Scandale national au Royaume-uni. Atos, une entreprise française chargée d’évaluer l’incapacité de travail des handicapés, sème la terreur par ses méthodes douteuses. La privatisation du social est au cœur d’un dossier spécial d’Alter Echos.

27-05-2014
Flickr © Roger Blackwell

Au Royaume-Uni, Atos, une entreprise française, évalue pour le compte de l’État la capacité de travailler des personnes handicapées. Ses méthodes sont au cœur d’un scandale national. Exemple extrême de ce que la privatisation du social peut engendrer. Une privatisation au cœur d’un dossier spécial à lire dans le dernier numéro d’Alter Echos.

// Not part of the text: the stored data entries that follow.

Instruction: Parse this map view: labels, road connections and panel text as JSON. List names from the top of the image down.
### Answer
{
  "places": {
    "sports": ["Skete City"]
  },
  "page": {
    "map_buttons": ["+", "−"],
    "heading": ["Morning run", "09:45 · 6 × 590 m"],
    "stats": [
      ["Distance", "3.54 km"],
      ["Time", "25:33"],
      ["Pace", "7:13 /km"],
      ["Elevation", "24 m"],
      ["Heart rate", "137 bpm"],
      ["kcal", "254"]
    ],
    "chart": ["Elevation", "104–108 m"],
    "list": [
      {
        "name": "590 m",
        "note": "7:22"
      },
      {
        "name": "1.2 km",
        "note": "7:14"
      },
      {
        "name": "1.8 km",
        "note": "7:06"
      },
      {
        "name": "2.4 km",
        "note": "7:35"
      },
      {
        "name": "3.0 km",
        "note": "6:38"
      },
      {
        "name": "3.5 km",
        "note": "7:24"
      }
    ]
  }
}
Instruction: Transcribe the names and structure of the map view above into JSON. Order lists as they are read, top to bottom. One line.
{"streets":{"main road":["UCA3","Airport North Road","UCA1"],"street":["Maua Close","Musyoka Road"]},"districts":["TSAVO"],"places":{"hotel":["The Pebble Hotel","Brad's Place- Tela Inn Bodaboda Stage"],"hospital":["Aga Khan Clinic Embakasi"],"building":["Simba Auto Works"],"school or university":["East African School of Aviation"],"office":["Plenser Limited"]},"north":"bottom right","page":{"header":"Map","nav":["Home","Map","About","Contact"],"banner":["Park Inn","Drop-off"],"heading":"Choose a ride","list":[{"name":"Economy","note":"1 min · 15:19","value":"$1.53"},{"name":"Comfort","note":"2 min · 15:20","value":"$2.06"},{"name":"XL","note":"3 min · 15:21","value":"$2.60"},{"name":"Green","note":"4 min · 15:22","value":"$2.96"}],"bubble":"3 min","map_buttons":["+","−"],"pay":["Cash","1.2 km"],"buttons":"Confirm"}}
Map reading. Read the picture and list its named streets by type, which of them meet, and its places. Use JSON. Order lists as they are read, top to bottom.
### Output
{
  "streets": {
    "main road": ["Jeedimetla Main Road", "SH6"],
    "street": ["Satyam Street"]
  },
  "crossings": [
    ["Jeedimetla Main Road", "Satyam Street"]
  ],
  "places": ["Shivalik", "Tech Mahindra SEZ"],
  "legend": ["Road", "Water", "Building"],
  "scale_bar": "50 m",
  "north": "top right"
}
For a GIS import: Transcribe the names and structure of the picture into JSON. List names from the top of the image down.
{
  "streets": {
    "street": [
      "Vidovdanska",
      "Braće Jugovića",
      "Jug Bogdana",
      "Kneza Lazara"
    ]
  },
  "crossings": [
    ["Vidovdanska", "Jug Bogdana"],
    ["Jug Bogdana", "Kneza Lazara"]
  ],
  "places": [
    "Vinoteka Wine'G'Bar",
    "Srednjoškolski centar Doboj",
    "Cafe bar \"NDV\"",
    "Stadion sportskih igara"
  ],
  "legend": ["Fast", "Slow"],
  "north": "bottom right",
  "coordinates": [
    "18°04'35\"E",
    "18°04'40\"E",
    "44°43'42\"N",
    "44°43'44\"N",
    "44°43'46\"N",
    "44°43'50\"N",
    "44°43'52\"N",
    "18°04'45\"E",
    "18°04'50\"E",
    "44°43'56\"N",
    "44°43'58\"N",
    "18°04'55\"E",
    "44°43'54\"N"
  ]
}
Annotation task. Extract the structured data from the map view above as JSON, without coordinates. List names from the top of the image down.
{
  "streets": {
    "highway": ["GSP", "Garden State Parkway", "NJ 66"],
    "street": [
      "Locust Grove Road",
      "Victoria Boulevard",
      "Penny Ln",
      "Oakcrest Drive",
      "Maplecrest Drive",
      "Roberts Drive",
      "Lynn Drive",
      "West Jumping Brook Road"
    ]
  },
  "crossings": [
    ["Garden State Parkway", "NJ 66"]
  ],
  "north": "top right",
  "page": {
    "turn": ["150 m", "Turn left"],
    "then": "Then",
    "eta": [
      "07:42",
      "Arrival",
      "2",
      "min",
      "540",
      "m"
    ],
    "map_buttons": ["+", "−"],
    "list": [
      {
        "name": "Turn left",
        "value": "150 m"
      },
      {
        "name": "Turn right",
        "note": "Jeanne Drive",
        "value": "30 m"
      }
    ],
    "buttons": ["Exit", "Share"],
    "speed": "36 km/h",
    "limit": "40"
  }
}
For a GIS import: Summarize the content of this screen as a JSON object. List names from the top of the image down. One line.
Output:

Comme souvent, lorsqu’il s’agit de privatiser les services publics, le Royaume-Uni est à la pointe. Mais cette fois-ci, ça ne passe vraiment pas. Il faut dire que la méthode a de quoi choquer.

Désirant fortement réduire les allocations pour personnes handicapées en incapacité de travailler, le gouvernement de David Cameron a choisi, en 2010, une mesure radicale. Confier à la société française Atos – en l’occurrence à sa filiale anglaise Atos Healthcare – le soin d’évaluer la capacité de travailler des 
2,6 millions de personnes handicapées bénéficiant d’une aide de l’État.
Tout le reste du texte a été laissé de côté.